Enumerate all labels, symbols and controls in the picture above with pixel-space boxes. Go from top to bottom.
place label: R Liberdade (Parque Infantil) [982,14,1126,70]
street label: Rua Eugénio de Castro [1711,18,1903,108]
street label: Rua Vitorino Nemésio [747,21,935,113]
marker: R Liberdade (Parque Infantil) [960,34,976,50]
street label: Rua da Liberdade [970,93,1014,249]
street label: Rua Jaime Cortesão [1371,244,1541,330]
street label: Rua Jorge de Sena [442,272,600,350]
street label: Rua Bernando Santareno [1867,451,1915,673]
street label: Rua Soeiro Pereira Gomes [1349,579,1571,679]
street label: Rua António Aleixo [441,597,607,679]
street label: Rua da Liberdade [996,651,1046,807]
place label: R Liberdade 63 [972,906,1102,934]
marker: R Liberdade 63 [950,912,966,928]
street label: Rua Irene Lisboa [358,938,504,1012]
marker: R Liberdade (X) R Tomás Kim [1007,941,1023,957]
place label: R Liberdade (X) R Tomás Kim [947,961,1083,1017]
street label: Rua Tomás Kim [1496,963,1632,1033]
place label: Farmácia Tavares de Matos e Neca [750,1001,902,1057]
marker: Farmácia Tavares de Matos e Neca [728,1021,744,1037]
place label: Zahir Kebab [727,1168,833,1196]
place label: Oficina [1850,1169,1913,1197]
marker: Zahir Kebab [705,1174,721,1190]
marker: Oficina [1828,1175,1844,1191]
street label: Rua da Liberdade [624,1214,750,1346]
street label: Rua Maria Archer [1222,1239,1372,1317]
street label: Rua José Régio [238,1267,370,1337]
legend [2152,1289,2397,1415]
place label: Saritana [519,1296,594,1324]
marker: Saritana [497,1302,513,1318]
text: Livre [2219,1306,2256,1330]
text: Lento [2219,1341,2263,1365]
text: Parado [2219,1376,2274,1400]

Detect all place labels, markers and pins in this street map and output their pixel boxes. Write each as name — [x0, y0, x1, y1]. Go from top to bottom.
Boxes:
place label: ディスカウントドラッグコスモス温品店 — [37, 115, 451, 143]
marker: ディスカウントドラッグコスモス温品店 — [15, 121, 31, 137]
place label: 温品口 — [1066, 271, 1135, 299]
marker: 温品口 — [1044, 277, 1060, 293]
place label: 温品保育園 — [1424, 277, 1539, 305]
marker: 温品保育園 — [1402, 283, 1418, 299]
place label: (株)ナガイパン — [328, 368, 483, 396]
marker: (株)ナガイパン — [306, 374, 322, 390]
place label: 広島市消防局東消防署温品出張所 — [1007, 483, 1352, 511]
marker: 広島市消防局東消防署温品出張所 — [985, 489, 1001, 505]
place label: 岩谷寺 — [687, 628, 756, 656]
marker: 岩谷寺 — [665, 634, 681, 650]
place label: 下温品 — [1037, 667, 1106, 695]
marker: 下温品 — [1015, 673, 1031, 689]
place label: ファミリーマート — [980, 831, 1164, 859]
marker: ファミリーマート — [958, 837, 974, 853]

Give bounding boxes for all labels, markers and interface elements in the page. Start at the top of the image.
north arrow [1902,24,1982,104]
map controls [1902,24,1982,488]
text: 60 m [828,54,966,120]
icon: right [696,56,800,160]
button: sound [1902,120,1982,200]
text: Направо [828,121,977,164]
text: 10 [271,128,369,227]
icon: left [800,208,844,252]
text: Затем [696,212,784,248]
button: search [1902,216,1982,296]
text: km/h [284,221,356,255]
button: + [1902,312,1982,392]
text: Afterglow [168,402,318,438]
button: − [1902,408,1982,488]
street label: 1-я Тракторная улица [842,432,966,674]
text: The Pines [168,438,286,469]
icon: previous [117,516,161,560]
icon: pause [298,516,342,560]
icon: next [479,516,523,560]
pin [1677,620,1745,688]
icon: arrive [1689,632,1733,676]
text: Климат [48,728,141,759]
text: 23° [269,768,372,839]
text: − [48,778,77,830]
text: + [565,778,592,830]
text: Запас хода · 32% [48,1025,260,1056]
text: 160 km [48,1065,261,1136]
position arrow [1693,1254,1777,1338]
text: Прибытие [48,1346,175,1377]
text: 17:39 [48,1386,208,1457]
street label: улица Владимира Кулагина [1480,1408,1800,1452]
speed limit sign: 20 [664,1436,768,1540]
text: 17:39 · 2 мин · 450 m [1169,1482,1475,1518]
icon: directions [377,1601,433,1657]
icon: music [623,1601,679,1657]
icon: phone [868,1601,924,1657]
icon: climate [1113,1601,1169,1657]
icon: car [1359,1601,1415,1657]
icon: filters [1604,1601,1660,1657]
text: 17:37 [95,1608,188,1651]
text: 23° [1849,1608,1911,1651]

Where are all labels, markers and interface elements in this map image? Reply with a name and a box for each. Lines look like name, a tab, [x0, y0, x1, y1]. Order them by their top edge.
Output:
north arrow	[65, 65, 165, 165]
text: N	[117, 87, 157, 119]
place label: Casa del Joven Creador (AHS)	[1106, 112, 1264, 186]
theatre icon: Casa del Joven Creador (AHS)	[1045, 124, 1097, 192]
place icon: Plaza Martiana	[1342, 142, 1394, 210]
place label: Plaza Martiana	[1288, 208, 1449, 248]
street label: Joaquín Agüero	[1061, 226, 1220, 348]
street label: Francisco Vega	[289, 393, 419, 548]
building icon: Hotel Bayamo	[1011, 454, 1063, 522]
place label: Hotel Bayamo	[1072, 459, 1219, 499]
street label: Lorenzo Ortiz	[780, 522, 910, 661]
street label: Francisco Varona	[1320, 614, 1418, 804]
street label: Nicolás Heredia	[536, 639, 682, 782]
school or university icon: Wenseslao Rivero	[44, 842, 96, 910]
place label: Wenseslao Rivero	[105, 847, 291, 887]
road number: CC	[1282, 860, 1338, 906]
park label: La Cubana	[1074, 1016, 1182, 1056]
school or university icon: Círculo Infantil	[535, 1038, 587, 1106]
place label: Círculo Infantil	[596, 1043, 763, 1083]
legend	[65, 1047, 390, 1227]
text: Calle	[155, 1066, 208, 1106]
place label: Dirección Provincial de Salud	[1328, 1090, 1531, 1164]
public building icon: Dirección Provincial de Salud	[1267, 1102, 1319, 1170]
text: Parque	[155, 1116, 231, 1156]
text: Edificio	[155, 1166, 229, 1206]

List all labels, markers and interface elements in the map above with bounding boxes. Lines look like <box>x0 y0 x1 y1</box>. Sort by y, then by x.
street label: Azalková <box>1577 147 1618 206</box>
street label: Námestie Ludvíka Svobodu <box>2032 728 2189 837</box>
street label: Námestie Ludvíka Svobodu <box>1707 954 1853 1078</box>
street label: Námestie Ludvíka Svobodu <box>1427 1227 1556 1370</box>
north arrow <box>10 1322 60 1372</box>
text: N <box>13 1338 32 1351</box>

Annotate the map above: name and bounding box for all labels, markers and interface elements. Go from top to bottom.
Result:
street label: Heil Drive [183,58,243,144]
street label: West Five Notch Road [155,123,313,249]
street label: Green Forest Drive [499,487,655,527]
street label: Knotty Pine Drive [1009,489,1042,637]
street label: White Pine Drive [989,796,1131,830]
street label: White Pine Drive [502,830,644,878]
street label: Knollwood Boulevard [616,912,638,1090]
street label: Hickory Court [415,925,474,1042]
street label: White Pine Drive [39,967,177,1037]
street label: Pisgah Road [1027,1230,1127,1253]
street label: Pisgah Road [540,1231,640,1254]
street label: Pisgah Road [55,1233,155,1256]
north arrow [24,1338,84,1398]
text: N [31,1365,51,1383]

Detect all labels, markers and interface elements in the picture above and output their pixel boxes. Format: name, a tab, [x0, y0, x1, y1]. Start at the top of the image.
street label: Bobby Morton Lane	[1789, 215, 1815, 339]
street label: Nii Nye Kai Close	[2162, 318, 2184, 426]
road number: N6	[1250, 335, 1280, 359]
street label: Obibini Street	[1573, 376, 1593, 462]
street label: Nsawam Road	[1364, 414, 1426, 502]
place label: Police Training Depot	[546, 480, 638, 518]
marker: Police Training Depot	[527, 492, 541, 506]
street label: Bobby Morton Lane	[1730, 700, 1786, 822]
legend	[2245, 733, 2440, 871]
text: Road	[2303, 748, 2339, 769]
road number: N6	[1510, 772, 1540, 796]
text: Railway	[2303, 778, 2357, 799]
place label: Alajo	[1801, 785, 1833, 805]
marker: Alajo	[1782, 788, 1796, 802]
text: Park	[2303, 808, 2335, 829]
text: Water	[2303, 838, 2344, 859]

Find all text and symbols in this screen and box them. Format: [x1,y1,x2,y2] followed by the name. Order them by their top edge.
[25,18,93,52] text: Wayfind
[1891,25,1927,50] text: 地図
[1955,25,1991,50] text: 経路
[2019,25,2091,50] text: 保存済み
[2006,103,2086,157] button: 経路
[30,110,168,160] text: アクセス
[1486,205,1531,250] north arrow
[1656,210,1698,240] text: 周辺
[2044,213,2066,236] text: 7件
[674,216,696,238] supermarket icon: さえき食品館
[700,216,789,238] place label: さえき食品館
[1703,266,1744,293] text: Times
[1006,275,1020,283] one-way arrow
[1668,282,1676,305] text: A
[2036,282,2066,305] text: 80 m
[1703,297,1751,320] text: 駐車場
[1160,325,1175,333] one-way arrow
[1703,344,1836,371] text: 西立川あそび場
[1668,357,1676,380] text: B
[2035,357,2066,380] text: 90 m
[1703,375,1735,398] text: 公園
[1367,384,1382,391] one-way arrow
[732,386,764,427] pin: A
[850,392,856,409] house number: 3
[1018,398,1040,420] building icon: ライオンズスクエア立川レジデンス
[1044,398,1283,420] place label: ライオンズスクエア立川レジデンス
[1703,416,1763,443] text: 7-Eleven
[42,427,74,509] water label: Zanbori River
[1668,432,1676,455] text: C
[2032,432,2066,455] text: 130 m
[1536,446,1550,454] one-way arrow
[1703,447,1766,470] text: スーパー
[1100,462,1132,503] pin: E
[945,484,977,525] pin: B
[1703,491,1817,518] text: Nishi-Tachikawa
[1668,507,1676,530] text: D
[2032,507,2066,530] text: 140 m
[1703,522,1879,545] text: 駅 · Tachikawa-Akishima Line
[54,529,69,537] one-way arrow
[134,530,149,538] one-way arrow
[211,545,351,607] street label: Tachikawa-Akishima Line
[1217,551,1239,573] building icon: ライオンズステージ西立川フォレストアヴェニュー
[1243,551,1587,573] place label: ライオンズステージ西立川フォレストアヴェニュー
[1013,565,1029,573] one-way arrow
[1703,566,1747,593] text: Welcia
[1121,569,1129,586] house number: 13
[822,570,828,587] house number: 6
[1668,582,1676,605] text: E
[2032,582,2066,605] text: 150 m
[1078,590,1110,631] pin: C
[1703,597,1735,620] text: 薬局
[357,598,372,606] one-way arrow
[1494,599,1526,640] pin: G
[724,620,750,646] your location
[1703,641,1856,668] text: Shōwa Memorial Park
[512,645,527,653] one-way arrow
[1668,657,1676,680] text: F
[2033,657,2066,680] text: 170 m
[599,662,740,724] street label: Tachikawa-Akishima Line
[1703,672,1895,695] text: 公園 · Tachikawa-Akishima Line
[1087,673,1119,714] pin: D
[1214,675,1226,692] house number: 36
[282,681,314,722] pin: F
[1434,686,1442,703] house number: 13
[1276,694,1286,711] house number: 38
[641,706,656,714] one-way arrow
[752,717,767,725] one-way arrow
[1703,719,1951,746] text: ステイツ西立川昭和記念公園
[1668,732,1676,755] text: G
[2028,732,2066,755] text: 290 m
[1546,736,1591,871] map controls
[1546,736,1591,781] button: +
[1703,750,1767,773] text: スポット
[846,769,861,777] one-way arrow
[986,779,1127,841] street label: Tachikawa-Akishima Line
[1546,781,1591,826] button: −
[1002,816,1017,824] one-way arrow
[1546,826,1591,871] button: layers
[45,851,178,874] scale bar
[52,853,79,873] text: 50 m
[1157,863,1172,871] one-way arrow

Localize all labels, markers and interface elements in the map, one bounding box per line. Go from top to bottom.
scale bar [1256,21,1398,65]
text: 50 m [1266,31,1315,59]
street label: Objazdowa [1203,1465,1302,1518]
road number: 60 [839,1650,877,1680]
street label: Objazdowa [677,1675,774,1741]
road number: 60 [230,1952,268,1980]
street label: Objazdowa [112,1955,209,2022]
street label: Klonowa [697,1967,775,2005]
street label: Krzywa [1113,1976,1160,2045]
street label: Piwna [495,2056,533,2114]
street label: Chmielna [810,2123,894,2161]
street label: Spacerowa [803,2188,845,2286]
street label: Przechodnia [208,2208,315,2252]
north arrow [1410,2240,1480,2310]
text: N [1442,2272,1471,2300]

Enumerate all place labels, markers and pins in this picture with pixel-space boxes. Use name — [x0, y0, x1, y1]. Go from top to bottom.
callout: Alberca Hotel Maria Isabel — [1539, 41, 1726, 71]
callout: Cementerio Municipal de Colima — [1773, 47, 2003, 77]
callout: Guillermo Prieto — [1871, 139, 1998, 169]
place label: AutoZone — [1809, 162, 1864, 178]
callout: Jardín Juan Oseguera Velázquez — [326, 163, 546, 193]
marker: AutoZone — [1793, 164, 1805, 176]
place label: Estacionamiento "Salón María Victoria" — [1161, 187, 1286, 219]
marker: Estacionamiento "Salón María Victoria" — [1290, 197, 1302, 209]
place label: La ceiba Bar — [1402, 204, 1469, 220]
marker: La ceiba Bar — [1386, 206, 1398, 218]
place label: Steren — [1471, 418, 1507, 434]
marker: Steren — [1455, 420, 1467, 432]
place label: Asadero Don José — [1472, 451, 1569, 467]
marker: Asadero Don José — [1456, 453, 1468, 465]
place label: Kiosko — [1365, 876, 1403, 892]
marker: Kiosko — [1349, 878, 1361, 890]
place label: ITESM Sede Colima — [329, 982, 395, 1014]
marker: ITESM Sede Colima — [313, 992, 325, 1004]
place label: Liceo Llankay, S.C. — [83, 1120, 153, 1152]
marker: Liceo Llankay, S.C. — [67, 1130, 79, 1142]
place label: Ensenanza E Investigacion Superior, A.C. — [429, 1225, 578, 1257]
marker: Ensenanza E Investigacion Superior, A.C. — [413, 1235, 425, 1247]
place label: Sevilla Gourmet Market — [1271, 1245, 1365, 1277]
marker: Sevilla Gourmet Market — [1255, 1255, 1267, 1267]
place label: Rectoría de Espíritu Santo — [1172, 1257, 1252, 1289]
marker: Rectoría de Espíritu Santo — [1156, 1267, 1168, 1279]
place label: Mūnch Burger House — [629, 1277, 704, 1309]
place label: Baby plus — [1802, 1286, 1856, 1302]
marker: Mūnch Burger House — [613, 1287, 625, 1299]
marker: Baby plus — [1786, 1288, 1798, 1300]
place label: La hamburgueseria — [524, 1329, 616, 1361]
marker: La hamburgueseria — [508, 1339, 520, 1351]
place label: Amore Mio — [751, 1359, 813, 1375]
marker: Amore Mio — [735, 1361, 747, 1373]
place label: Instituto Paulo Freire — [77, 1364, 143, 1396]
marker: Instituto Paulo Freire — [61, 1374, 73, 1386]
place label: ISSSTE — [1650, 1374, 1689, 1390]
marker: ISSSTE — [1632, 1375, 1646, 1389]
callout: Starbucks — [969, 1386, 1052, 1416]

____________

§ **WHAT TO WORK ON**: I'd like every line with the string "Amore" copied from the listing.

§ **PROBLEM SOLUTION**:
place label: Amore Mio — [751, 1359, 813, 1375]
marker: Amore Mio — [735, 1361, 747, 1373]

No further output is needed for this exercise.